Most multimodal models today optimize primarily for static vision or following instructions. Holotron-12B, just like our Holo2 model, however, has a different goal: serving as a policy model for computer-use agents that must perceive, decide, and act efficiently in interactive environments.

With Holotron-12B, we wanted to create a model that could efficiently and effectively scale in production while handling long contexts with multiple images, and still perform well on agent benchmarks. The NVIDIA Nemotron model offered a strong foundation on the inference side, and by developing Holotron-12B we've demonstrated how much more the model can accomplish with further training.

High Throughput Inference with a Hybrid SSM Architecture

Holotron-12B's significant leap in inference efficiency is made possible by its foundational Nemotron architecture, which utilizes a hybrid State-Space Model (SSM) and attention mechanism. Unlike purely transformer-based models, this design is optimized for high-throughput serving.

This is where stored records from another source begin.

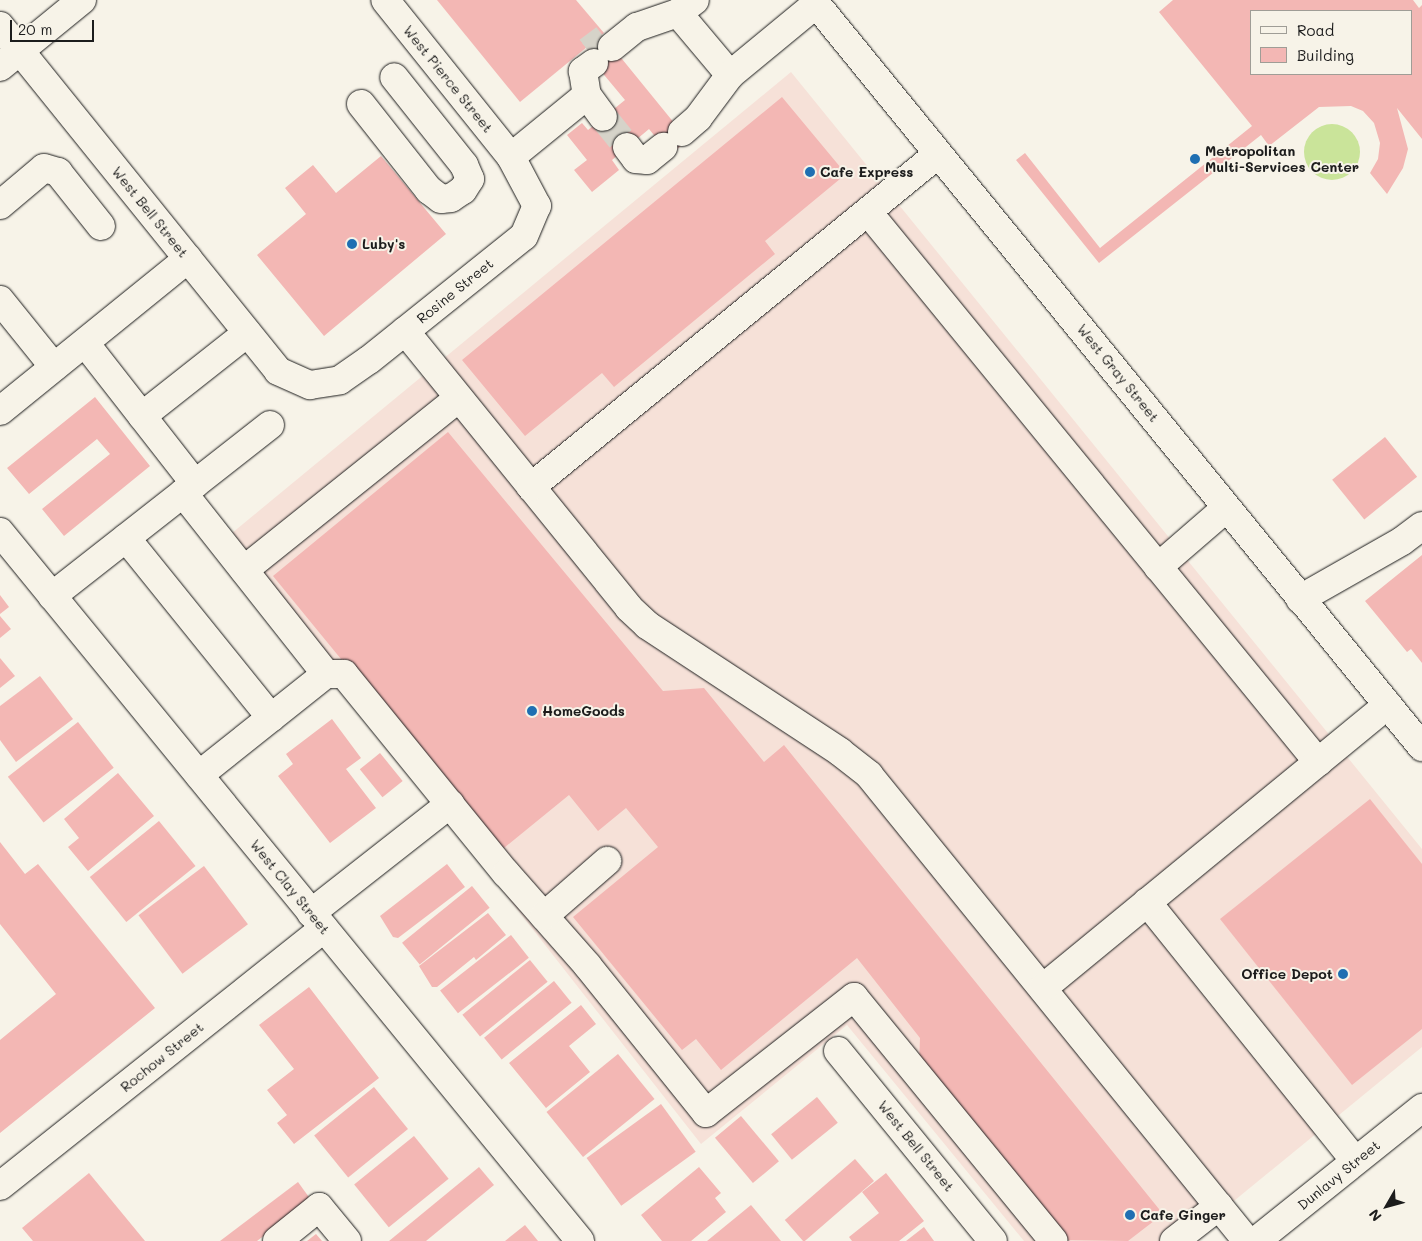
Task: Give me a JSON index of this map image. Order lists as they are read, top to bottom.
{
  "streets": {
    "street": [
      "West Pierce Street",
      "West Bell Street",
      "Rosine Street",
      "West Gray Street",
      "West Clay Street",
      "Rochow Street",
      "Dunlavy Street"
    ]
  },
  "crossings": [
    ["West Pierce Street", "Rosine Street"],
    ["West Bell Street", "Rosine Street"],
    ["West Clay Street", "Rochow Street"]
  ],
  "places": [
    "Metropolitan Multi-Services Center",
    "Cafe Express",
    "Luby's",
    "HomeGoods",
    "Office Depot",
    "Cafe Ginger"
  ],
  "legend": ["Road", "Building"],
  "scale_bar": "20 m",
  "north": "bottom left"
}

State-space models offer superior scalability for long-context inference by avoiding the quadratic computation cost associated with the full attention mechanism, particularly benefiting agentic workloads involving multiple images and lengthy interaction histories. In terms of inference, the main contribution of an SSM is its dramatically reduced memory-footprint: while vanilla attention stores K and V activations per token and layer (the notorious KV Cache), SSMs are a linear recurrent model, storing only a constant state per layer per generated sequence, independent of the length of the sequence.

When evaluated on the WebVoyager Benchmark, the model excels using a real-world multimodal agentic workload featuring long context, multiple high-resolution images, and a high request concurrency of 100 benchmark workers. Running on a single H100 GPU and using vLLM with the latest SSM optimizations (v0.14.1), Holotron-12B achieved an over 2x higher throughput compared to Holo2-8B. This makes Holotron-12B an attractive choice for throughput-bound workloads, such as data generation, annotation, and online reinforcement learning.

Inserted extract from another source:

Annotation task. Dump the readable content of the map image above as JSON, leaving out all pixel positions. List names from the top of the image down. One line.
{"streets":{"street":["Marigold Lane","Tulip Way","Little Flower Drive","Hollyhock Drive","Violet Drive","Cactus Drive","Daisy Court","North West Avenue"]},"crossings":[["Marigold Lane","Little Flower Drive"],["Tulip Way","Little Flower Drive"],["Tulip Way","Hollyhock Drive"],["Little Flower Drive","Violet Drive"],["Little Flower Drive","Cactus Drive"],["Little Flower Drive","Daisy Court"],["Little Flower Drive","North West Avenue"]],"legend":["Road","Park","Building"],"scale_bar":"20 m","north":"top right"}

In a controlled experiment setup (see figure 2), Holotron-12B continues to scale efficiently as concurrency increases, with total token throughput rising steadily to 8.9k tokens/s at a max concurrency of 100. In contrast, the total token throughput of Holo2-8B plateaus much more quickly at 5.1k tokens/s. This behaviour highlights a key strength of the Nemotron architecture, namely more effective and efficient VRAM utilization, and smaller overall memory footprint, which allows much larger effective batch sizes on the same hardware. Even at large batch sizes, Holotron-12B maintains strong throughput.

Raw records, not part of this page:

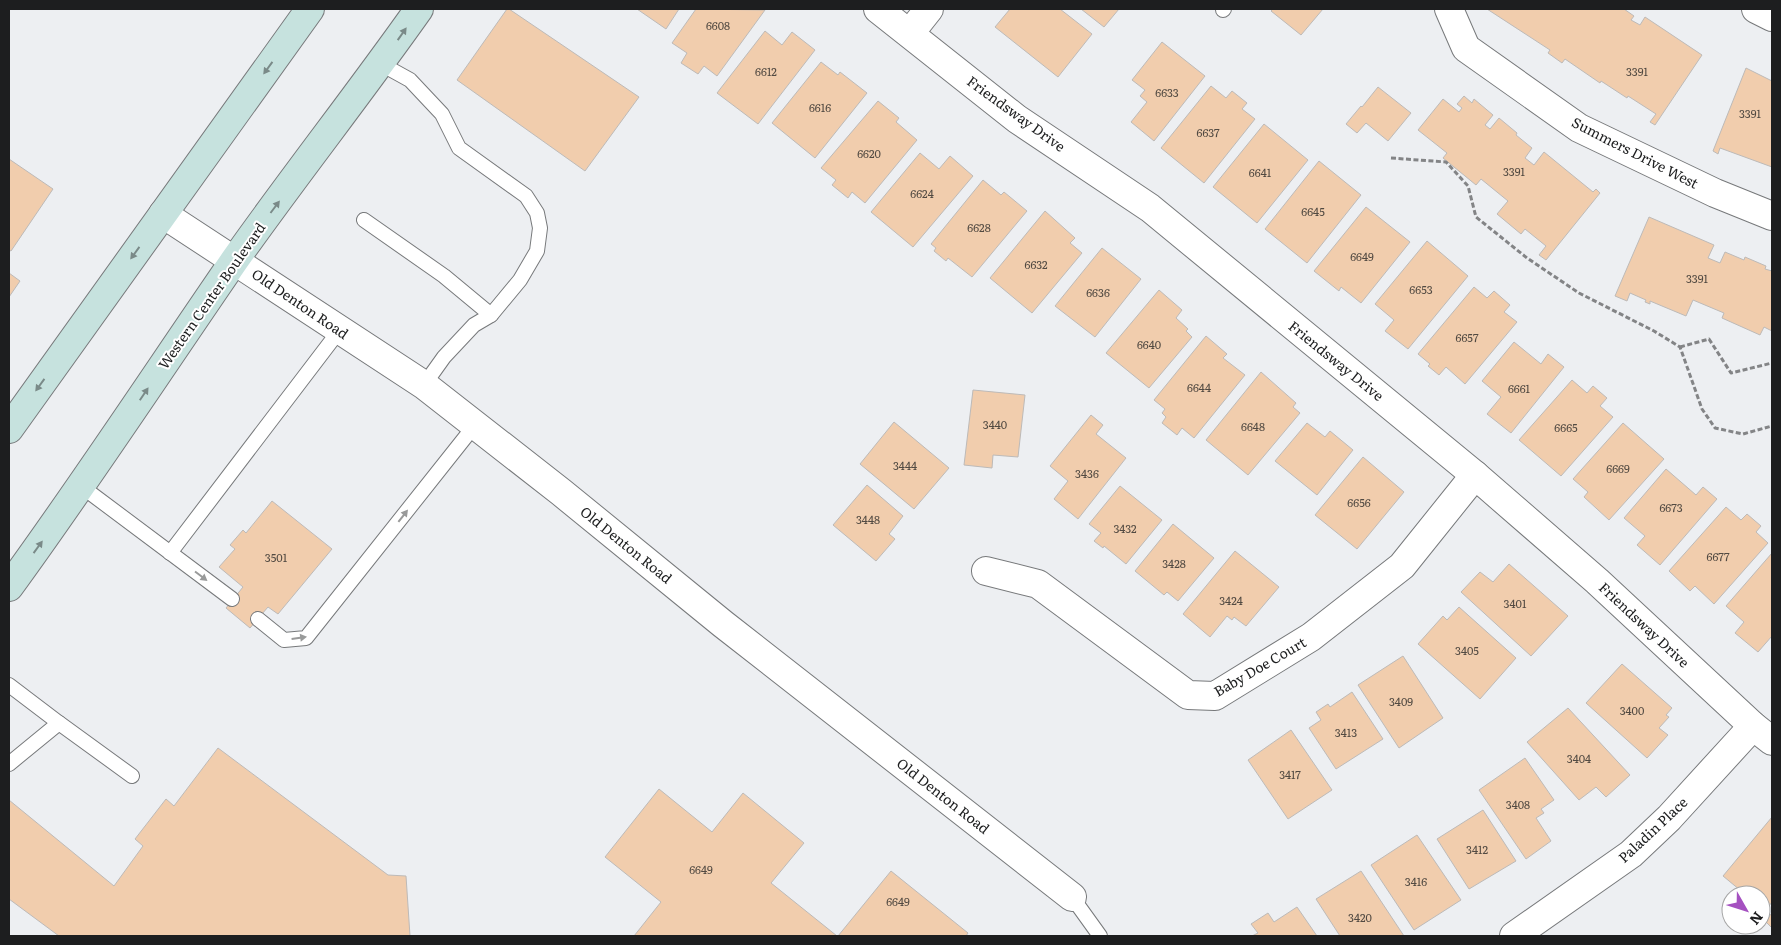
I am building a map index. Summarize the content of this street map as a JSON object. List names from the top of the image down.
{
  "streets": {
    "main road": ["Western Center Boulevard"],
    "street": [
      "Friendsway Drive",
      "Summers Drive West",
      "Old Denton Road",
      "Baby Doe Court",
      "Paladin Place"
    ]
  },
  "crossings": [
    ["Friendsway Drive", "Baby Doe Court"],
    ["Friendsway Drive", "Paladin Place"],
    ["Western Center Boulevard", "Old Denton Road"]
  ],
  "house_numbers": [
    "6608",
    "6612",
    "3391",
    "6633",
    "6616",
    "3391",
    "6637",
    "6620",
    "3391",
    "6641",
    "6624",
    "6645",
    "6628",
    "6649",
    "6632",
    "3391",
    "6653",
    "6636",
    "6657",
    "6640",
    "6644",
    "6661",
    "3440",
    "6648",
    "6665",
    "3444",
    "6669",
    "3436",
    "6656",
    "6673",
    "3448",
    "3432",
    "6677",
    "3501",
    "3428",
    "3424",
    "3401",
    "3405",
    "3409",
    "3400",
    "3413",
    "3404",
    "3417",
    "3408",
    "3412",
    "6649",
    "3416",
    "6649",
    "3420"
  ],
  "north": "bottom right"
}
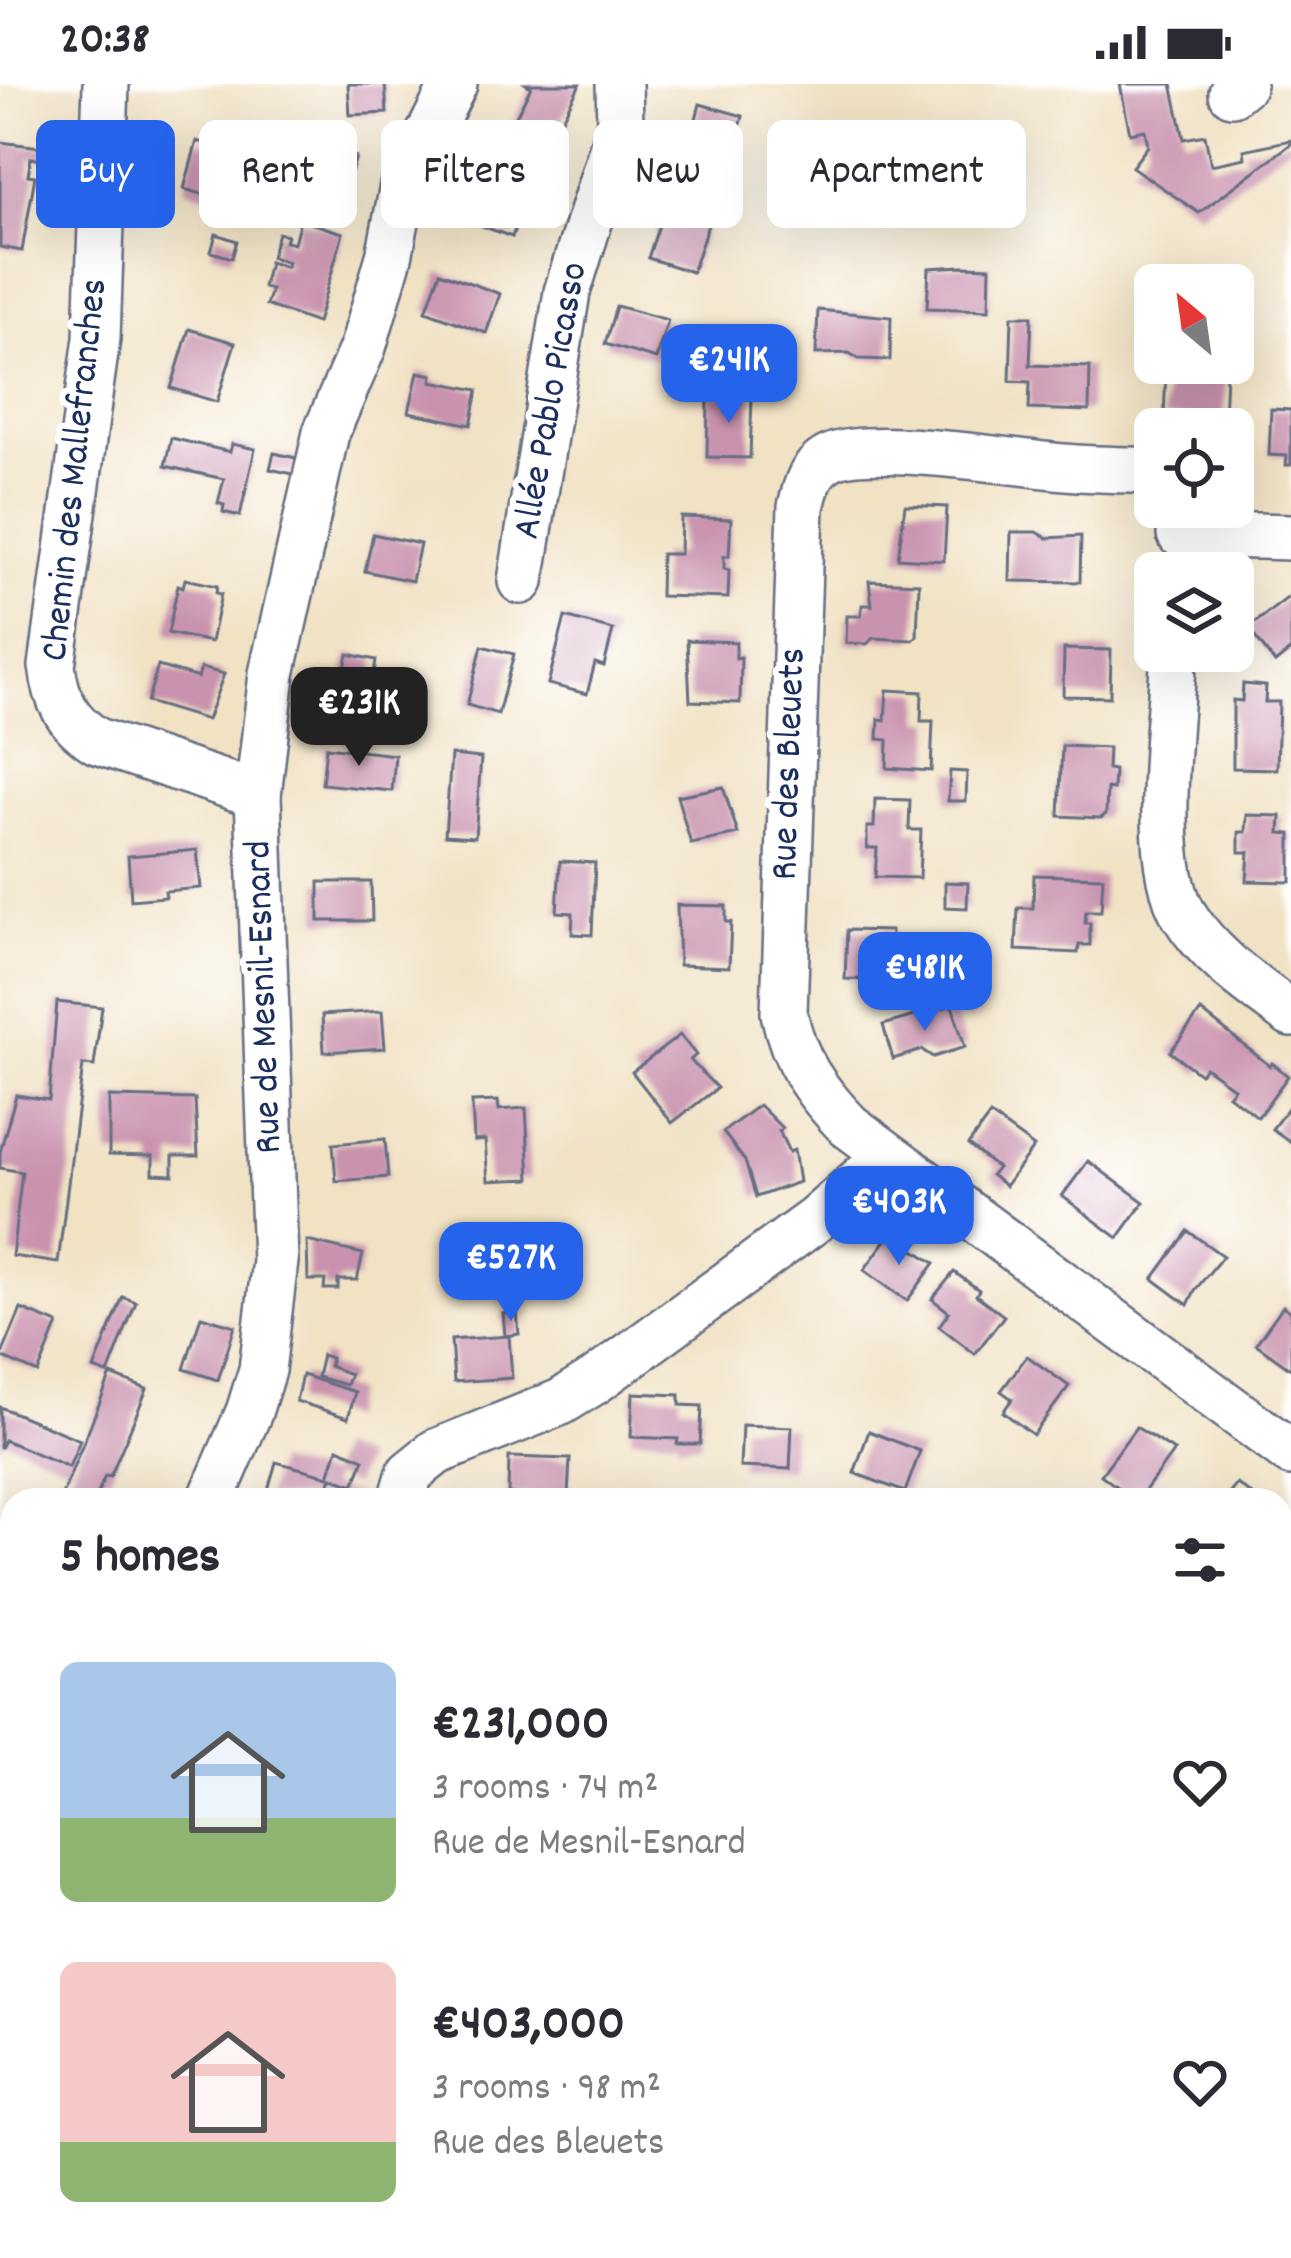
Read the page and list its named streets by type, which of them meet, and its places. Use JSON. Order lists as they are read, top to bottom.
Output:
{
  "streets": {
    "street": [
      "Allée Pablo Picasso",
      "Chemin des Mallefranches",
      "Rue des Bleuets",
      "Rue de Mesnil-Esnard"
    ]
  },
  "crossings": [
    ["Chemin des Mallefranches", "Rue de Mesnil-Esnard"]
  ],
  "north": "top left",
  "page": {
    "status": "20:38",
    "chip": [
      "Buy",
      "Rent",
      "Filters",
      "New",
      "Apartment"
    ],
    "price": [
      "€241K",
      "€231K",
      "€481K",
      "€403K",
      "€527K"
    ],
    "heading": "5 homes",
    "list": [
      {
        "name": "€231,000",
        "note": "3 rooms · 74 m² · Rue de Mesnil-Esnard"
      },
      {
        "name": "€403,000",
        "note": "3 rooms · 98 m² · Rue des Bleuets"
      }
    ]
  }
}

Training and Evaluating Holotron-12B

Holotron-12B was trained in two stages. We started from Nemotron-Nano-12B-v2-VL-BF16, a multimodal base model published by NVIDIA. We then performed supervised fine-tuning on H Company’s proprietary localization and navigation data mixture, focusing on screen understanding, grounding, and UI-level interactions.

The final checkpoint was trained on approximately 14 billion tokens.

Agent Benchmarks

On computer-use and navigation benchmarks, Holotron-12B shows strong improvements over the Nemotron base model and strong performance with established agent models. Its WebVoyager performance increased from 35.1% to 80.5%, exceeding Holo2-8B’s performance on the benchmark and illustrating the model’s ability to perform effectively in an agentic setting.


Localization Benchmarks

Holotron-12B also improves substantially over the base Nemotron model on localization and grounding benchmarks such as OS-World-G, GroundUI, and WebClick.


Conclusion

Holotron-12B demonstrates that the NVIDIA Nemotron VL model provides a strong foundation for real-world multimodal agents when paired with the right training setup and infrastructure work.

The model offers strong agent performance, significantly improved inference throughput, and a clear path for future improvements, particularly around higher-resolution vision training.

We look forward to seeing what others build with Holotron-12B. The model and checkpoints are available now on Hugging Face under an NVIDIA Open Model License.

What’s next: Scaling the Future of Agentic Intelligence with Nemotron 3 Omni

NVIDIA announced today the release of Nemotron 3 Omni. Building on the success of Holotron-12B, we are preparing to post-train this next generation of multimodal models. By leveraging the enhanced hybrid SSM-Attention and MoE architectural foundations of the Nemotron 3 family, we aim to deliver even greater leaps in reasoning capabilities and multimodal precision with the newly announced Nemotron 3 Omni. As this evolution pushes Holotron beyond research and into a commercial application, it will provide enterprises with the high-throughput, low-latency performance required for massive-scale autonomous "computer use" deployments.